A recent study found over $25 billion in fines and fees presently outstanding in the United States, imposed as a result of interactions with the criminal justice system. The full amount is dramatically higher, as only half the states provided data. Courts impose fines as monetary infractions for violating criminal, traffic, and municipal laws. Numerous hefty fees are typically tacked onto the fines to fund specific legal system costs or to fund government operations more generally. Fees tend to operate as a regressive tax.

Unlike credit card or other unsecured debt, these unpaid obligations can result in draconian consequences—including the threat of actual incarceration for nonpayment, suspension of drivers’ licenses, and denial of the right to vote. The over-policing of communities of color and the racial wealth gap mean that these harsh consequences fall disproportionately on persons of color.  See generally NCLC’s Clearing the Path to a New Beginning: A Guide to Discharging Criminal Justice Debt in Bankruptcy (Oct. 2020) and NCLC’s Criminal Justice Debt in the South (Dec. 2018).

 For a detailed discussion of the various types of criminal justice debt, and consumer tactics to reduce the debt or avoid the worst consequences of nonpayment, see NCLC’s Collection Actions Chapter 11. The chapter considers defenses based on federal and state constitutional protections, inability to pay, right to counsel in the criminal case, statute of limitations, and exemptions, as well as approaches to reduce or eliminate the debt and affirmative litigation against criminal justice debt abuses. This article instead focuses only on how practitioners can use bankruptcy to discharge certain types of criminal justice debt. 

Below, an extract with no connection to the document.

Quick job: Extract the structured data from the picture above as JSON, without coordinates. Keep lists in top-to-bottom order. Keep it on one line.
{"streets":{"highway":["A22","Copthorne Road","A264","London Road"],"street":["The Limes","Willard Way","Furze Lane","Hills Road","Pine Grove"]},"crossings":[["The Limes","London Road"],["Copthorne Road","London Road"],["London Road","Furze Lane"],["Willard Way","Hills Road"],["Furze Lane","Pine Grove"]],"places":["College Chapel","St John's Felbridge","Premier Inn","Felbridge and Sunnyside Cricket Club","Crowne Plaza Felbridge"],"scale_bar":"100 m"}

Bankruptcy Can Eliminate Some Types of Criminal Justice Debt

At first glance, bankruptcy is not a promising approach to dealing with criminal justice debt:  criminal fines imposed in sentencing orders and victim restitution may not be dischargeable in bankruptcy.  Exempted from discharge in a chapter 7 bankruptcy case is a “fine, penalty, or forfeiture payable to and for the benefit of a governmental unit [that] is not compensation for actual pecuniary loss.”  Bankruptcy Code, 11 U.S.C. § 523(a)(7).  An exception to discharge for chapter 13 cases covers debts for “restitution, or a criminal fine, included in a sentence on the debtor’s conviction of a crime.” Bankruptcy Code, 11 U.S.C. § 1328(a)(3).

Reform of the Bankruptcy Code is essential to ensuring that bankruptcy affords a true fresh start for those with criminal justice debt and to avoiding some of the debt’s most draconian consequences. For example, fines imposed outside of adult criminal convictions could be made dischargeable, and those imposed as part of a criminal conviction could become dischargeable following a waiting period. Another possibility, which could be implemented alongside this, is to explicitly provide that all fees, charges, and surcharges imposed as part of a criminal proceeding be dischargeable in bankruptcy. 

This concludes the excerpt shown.